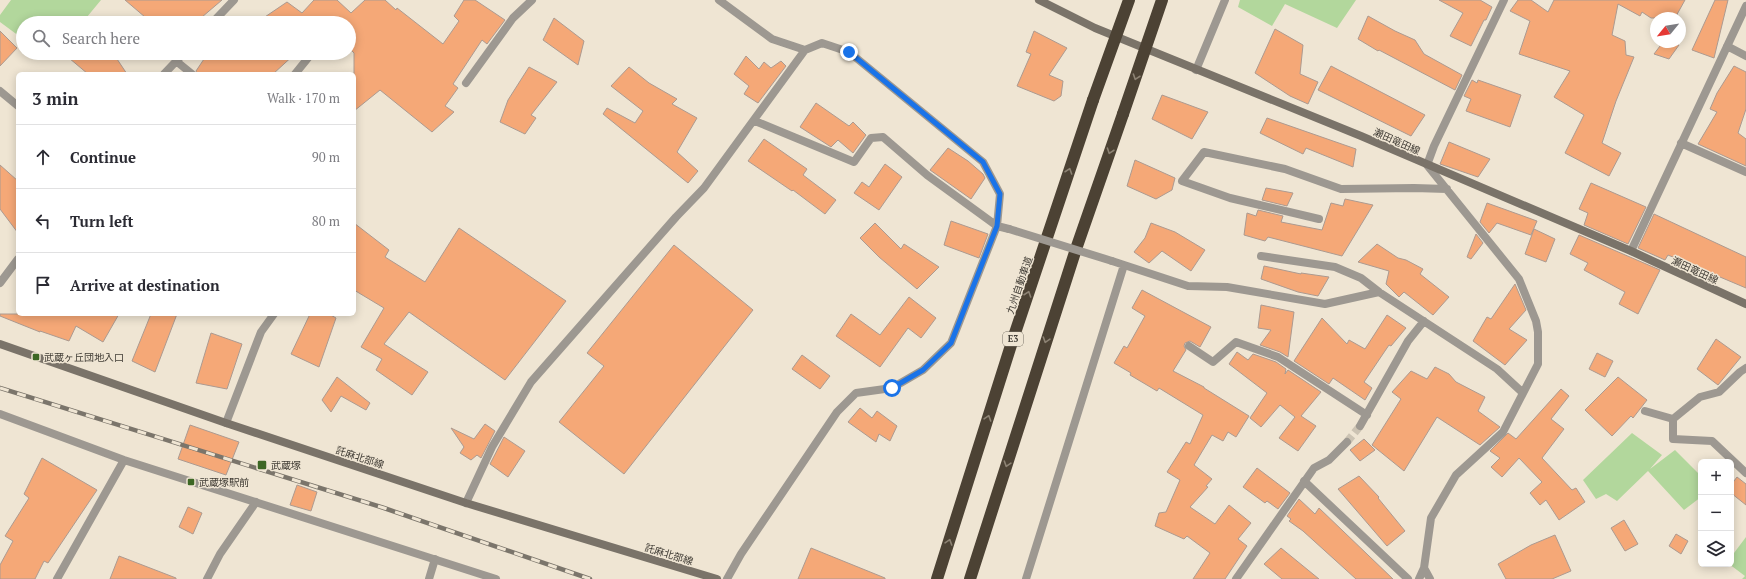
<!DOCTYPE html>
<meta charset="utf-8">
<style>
body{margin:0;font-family:"PT Serif","Noto Sans JP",serif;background:#f7f7f7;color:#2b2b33}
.controls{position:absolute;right:12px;bottom:12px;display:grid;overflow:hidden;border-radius:6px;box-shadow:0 2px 10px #0003}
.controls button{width:36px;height:36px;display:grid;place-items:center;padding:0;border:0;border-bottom:1px solid #e1e1e2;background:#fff;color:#2b2b33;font:20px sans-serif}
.compass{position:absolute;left:1650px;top:12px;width:36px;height:36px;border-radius:50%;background:#fff;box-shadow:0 2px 10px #0003;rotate:240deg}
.stop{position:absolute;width:12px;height:12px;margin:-9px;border:3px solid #1a73e8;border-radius:50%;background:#fff}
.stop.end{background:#1a73e8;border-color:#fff;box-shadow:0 1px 4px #0008}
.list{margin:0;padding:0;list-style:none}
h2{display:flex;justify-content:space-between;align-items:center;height:52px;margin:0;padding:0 16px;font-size:17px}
h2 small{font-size:13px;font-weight:400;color:#7c7c81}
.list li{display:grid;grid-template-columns:26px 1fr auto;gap:12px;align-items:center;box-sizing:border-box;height:64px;padding:0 16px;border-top:1px solid #e1e1e2}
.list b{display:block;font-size:15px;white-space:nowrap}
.list em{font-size:13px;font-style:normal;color:#7c7c81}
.icon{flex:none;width:22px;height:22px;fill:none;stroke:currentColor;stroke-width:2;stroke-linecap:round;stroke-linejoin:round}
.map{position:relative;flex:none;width:1746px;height:579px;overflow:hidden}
.search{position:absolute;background:#fff;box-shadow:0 2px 10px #0003;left:16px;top:16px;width:340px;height:44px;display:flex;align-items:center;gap:10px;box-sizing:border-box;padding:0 14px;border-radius:22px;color:#7c7c81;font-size:15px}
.panel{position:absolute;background:#fff;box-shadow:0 2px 10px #0003;left:16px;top:72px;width:340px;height:244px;border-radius:6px}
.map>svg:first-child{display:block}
</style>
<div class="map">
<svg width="1746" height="579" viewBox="0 0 1746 579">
<rect width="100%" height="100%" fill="#efe5d3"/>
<path fill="#b2d79c" d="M11,0H101L82,23H23V39L0,22V15Z
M1240,0H1356L1337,28L1285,4L1272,26L1238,7Z
M1632,433L1662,455L1650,469L1675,450L1701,476V497L1684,510L1648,471L1617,501L1606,494L1596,499L1583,480Z
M1746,537V579H1742L1745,576L1729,564H1731V557Z"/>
<path fill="#f5a877" stroke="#ac9a90" d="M125,0H222L195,23H152Z
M314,0H337L351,13L365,0H385L396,10L397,8L443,44L459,21L454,16L464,0H475L505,20L487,44L482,40L453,84L458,88L445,106L454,112L432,132L380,90L354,111V53L349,48V23H256L287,2L302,13Z
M1439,0H1480L1492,7L1486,20H1484L1471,46L1450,36L1463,13Z
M1518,0H1531L1548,12L1554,0H1685L1675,18H1651L1642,12L1640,16L1618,4L1612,35L1625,41L1626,55L1634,57L1616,101L1602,143L1621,153L1609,176L1565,153L1584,115L1554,97L1570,71L1519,54L1530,21L1510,11Z
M1715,0H1728L1714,58L1692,50Z
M1368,16L1395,31L1415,40L1424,54L1462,75L1455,90L1379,50L1378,51L1358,39Z
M554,18L584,41L578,65L543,40Z
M1275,29L1303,45L1300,74L1318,82L1308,104L1290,96L1255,73Z
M0,31L17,48L0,66Z
M1034,31L1067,48L1049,75L1063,81L1061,96L1054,101L1017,86L1031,54L1026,52Z
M1663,42H1673L1679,45L1669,59L1654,54Z
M63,53H113L127,74H88Z
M208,53H296L273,74H197L196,71Z
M746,56L759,69L764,62L771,68L781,61L786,66L758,103L744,94L749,86L734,74Z
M1331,66L1425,115L1411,136L1318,90Z
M1734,66L1746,72V109L1738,133L1746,139V166L1698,144L1717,112L1710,109L1717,93Z
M529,67L557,82L531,115L536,118L525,134L500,122L508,100Z
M629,67L649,83L677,99L672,104L697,118L677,152L698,171L688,183L603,114L607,108L635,123L643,111L611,86Z
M1472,80L1477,83L1478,80L1521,95L1510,127L1466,111L1471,99L1464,96Z
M1162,95L1208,112L1192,139L1152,119Z
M816,103L849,126L853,122L866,135L853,153L838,140L831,147L800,127Z
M1267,118L1356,149L1353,167L1306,148L1303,154L1260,133Z
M764,139L807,169L803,175L836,200L825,214L793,190L792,191L748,161Z
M1449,142L1490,159L1478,177L1440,164Z
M948,148L968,161L983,174L985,178L971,199L930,170Z
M1135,160L1175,178L1172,190L1156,199L1127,186Z
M885,164L902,177L879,210L854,193L862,182L869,187Z
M0,165L18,181V233L0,209Z
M1591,183L1646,207L1628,244L1584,225L1588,213L1579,209Z
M1266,188L1293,193L1287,206L1262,200Z
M1345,199L1373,205L1342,256L1268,237L1265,241L1244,235L1247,213L1256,216L1258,210L1283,216L1281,222L1322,230L1331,203L1343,206Z
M1487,203L1537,221L1531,235L1497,223L1489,233L1480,222Z
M1654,214L1746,257V288L1668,255L1665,260L1638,248Z
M951,221L988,234L979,258L944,245Z
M354,223L389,250L385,257L425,282L459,228L566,301L505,380L409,312L384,344L428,372L412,395L376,370L382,359L361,347L384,308L354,290Z
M875,223L901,249L904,244L939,267L917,289L879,257L860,238Z
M1151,223L1175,232L1205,250L1191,271L1162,251L1149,263L1134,252L1145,238Z
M1534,229L1555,239L1546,262L1525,254Z
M1476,234L1483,243L1471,259L1467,257Z
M1579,235L1660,270L1638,314L1619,304L1625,292L1584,270L1588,263L1570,254Z
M1377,244L1398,258L1406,260L1423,269L1420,274L1449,297L1433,315L1404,292L1399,297L1386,284L1389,271L1358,262Z
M674,245L753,310L624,474L559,422L604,366L587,353Z
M1264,266L1301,274V273L1329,277L1318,296L1298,292L1261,279Z
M1515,284L1526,310L1509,329L1527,340L1505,365L1473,341L1487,317L1491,319Z
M1142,290L1211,327L1200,347L1190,341L1185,343L1184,346L1186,350L1173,371L1204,387V388L1249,416L1236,437L1228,432L1223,441L1212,435L1194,465L1212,479L1206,486L1208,487L1190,507L1215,524L1229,505L1251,523L1238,539L1247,546L1225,579H1193L1210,553L1187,536L1184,539L1155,526L1159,513L1166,512L1180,480L1167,472L1186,442L1190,444L1203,415L1159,388L1157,391L1130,375L1131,373L1114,363L1124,346L1127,348L1145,316L1132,308Z
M909,297L936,318L921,338L908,328L880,367L836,336L851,314L880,335Z
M1261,305L1294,312L1288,357L1280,352L1260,345L1271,330L1258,328Z
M0,314H119L103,342L76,326L69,341L40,331V332L0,316Z
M151,314H177L155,372L132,361Z
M310,314H329L336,318L319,367L291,354Z
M1387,315L1406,328L1391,346L1389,345L1364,382L1372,388L1365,400L1333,378L1329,384L1294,361L1322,318L1347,344L1349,340L1365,349Z
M211,333L242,344L227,389L196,383Z
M1716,339L1741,357L1718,385L1697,369Z
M1237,352L1248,360L1253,354L1276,362L1286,369L1285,374L1288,370L1321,392L1301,416L1316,426L1298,451L1279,438L1295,417L1280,405L1261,427L1250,418L1267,393L1229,364Z
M1597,353L1613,361L1605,377L1589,369Z
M802,355L830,376L820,389L792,369Z
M1435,367L1449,374L1456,382L1485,397L1478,411L1500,427L1480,445L1437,417L1404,471L1372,445L1401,399L1392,392L1411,371L1427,379Z
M337,377L370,403L366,410L341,396L331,412L322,400Z
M1618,377L1647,400L1633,418L1631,416L1612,436L1585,410Z
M1561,389L1569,396L1551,419L1564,429L1542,458L1572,490L1576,488L1585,502L1559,520L1546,500L1540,505L1530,493L1542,482L1519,458L1502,477L1491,467L1500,458L1490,451L1508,433L1516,439Z
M860,408L872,418L877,411L897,426L890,441L879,434L876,442L848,422Z
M485,424L495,431L481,458L477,455L471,460L460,453L464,447L451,428L474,439Z
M190,425L239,442L226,475L178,459Z
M504,437L525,451L508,477L490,464Z
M1364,439L1375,450L1360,461L1350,450Z
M42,458L97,490L48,563L44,561L35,579H0V565L13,541L5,536L29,498L24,494Z
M1257,468L1290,493L1278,509L1267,501L1265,503L1243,487Z
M1359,476L1379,497L1378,498L1405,531L1387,546L1338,489Z
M1737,477L1746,484V505L1731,493V485Z
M297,485L317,492L311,511L290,505Z
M1299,499L1315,514L1319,508L1393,579H1356L1303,531L1289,521L1291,519L1287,516Z
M188,507L202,513L193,534L179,527Z
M1624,520L1638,544L1625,551L1611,528Z
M1676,534L1688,541L1681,554L1669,546Z
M1555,535L1571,571L1552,579H1506L1498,564L1531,545Z
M811,548L885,578V579H798Z
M1281,548L1319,579H1282L1264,564Z
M119,556L176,578V579H110Z"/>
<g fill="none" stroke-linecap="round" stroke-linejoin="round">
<path stroke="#ccc3b3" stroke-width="8" stroke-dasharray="8 4" stroke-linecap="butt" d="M1347,442L1360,426"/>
<path stroke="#9d9891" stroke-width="8" d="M719,0L772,39L805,50L822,43L849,52L983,162L1000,194L997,226L951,343L923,370L892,388L856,393L837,412L741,554L727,579
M212,23L234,0
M1727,46L1746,56
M176,61L192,74
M1196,70L1225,0
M164,74L184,53
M295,74L312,53
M466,83L513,18L532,0
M0,91L18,106
M755,121L854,162L871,138L883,137L927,175L997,226L1009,229
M1681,143L1746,172
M1319,219L1230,198L1182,181L1204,152L1285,169L1341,189L1414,188L1447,189
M1631,251L1746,6
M1261,256L1335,267L1361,278L1379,292
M1112,261L1188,286L1227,287L1325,304L1379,292L1497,369L1523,393
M0,283L18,259
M1189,346L1213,362L1236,342L1278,357L1367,415
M1645,411L1673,419L1700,397L1719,392L1740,372L1746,368
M1673,419V439L1712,441L1746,473
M226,423L261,332L274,314
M1360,426L1408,341L1424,321
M1304,481L1408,579
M466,503L492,447L531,382L676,217L704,188L805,50
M207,579L220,554L256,502
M429,579L435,559
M1026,579L1124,265
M1236,579L1314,468L1329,460L1347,442
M1419,579L1424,568
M1430,579L1424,568L1431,518L1456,475L1503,432L1538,364V332L1536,321L1519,279L1427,165L1434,146L1504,0"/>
<path stroke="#9d9891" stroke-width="8" d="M0,414L124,460L496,579
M57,579L124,460"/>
<path stroke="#7a7369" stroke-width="8" d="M1039,0L1095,28L1361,136L1631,251L1746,304
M0,344L226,423L466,503L717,579"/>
<path stroke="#4c4234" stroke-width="12" d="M937,579L1012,342L1093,100
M970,579L1076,249L1123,114"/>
<g stroke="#7b756b" stroke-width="4.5">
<path id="rail" d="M0,388L384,508L590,579"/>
</g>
<use href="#rail" stroke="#efe5d3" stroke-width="3" stroke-dasharray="9" stroke-linecap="butt"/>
<path stroke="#9d9891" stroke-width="8" d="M1009,229L1112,261"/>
<path stroke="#4c4234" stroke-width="12" d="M1093,100L1129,0
M1123,114L1162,0"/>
</g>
<defs><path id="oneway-chevron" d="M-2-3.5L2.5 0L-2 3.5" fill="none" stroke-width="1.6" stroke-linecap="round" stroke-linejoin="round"/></defs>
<g stroke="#8d8374">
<use href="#oneway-chevron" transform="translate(1136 77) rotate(109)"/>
<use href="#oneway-chevron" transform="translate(1110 151) rotate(109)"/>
<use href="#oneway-chevron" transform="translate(1069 171) rotate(-71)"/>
<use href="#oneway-chevron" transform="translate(1028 294) rotate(-71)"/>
<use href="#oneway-chevron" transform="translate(1046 340) rotate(108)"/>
<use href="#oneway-chevron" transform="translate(988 418) rotate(-72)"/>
<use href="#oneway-chevron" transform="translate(1007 464) rotate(108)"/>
<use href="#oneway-chevron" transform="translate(949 542) rotate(-72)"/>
</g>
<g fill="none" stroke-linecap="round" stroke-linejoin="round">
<path stroke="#1a73e8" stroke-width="5" d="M849,52L983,162L1000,194L997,226L951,343L923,370L892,388"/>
</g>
<g fill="#3d6724" stroke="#efe5d3" stroke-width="1.5">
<rect x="32" y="353" width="8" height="8" rx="2"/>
<rect x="257" y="460" width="10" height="10" rx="2"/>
<rect x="187" y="478" width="8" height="8" rx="2"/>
</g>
<g text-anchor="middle" stroke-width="3" stroke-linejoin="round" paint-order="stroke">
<rect fill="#efe5d3" stroke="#746f64" stroke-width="1" x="1003" y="332" width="20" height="14" rx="3"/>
<g font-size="9" font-weight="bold" fill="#403c35">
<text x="1013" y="342">E3</text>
</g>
<g font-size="10" fill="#403c35" stroke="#efe5d3">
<text transform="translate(1397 141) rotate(24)" y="4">瀬田竜田線</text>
<text transform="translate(1695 270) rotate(25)" y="4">瀬田竜田線</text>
<text transform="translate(1019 285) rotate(-71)" y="4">九州自動車道</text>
<text transform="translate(360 457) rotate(18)" y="4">託麻北部線</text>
<text transform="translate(669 554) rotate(17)" y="4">託麻北部線</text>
</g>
<g font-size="10" fill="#403c35" stroke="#efe5d3" text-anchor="start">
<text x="44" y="361">武蔵ヶ丘団地入口</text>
<text x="271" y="469">武蔵塚</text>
<text x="199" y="486">武蔵塚駅前</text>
</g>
</g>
</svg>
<div class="controls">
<button>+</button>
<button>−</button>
<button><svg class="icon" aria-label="layers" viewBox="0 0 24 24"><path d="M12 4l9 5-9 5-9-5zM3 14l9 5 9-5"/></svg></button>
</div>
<svg class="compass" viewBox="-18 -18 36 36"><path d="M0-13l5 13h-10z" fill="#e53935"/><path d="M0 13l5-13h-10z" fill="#7c7c81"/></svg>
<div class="stop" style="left:892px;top:388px"></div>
<div class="stop end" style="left:849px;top:52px"></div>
<div class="search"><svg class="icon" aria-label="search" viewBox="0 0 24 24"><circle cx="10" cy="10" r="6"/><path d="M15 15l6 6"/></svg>Search here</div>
<section class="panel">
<h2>3 min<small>Walk · 170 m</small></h2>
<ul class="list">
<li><svg class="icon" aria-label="ahead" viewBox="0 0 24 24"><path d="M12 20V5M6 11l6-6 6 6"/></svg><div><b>Continue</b></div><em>90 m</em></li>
<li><svg class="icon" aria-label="left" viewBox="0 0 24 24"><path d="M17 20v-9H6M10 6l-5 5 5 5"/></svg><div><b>Turn left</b></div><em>80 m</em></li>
<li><svg class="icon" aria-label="arrive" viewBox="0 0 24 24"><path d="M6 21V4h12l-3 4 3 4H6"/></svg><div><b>Arrive at destination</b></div></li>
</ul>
</section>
</div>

* **Problem statement**
Each line above with the word "solid" needs to be copied.

* **Result below**
.controls button{width:36px;height:36px;display:grid;place-items:center;padding:0;border:0;border-bottom:1px solid #e1e1e2;background:#fff;color:#2b2b33;font:20px sans-serif}
.stop{position:absolute;width:12px;height:12px;margin:-9px;border:3px solid #1a73e8;border-radius:50%;background:#fff}
.list li{display:grid;grid-template-columns:26px 1fr auto;gap:12px;align-items:center;box-sizing:border-box;height:64px;padding:0 16px;border-top:1px solid #e1e1e2}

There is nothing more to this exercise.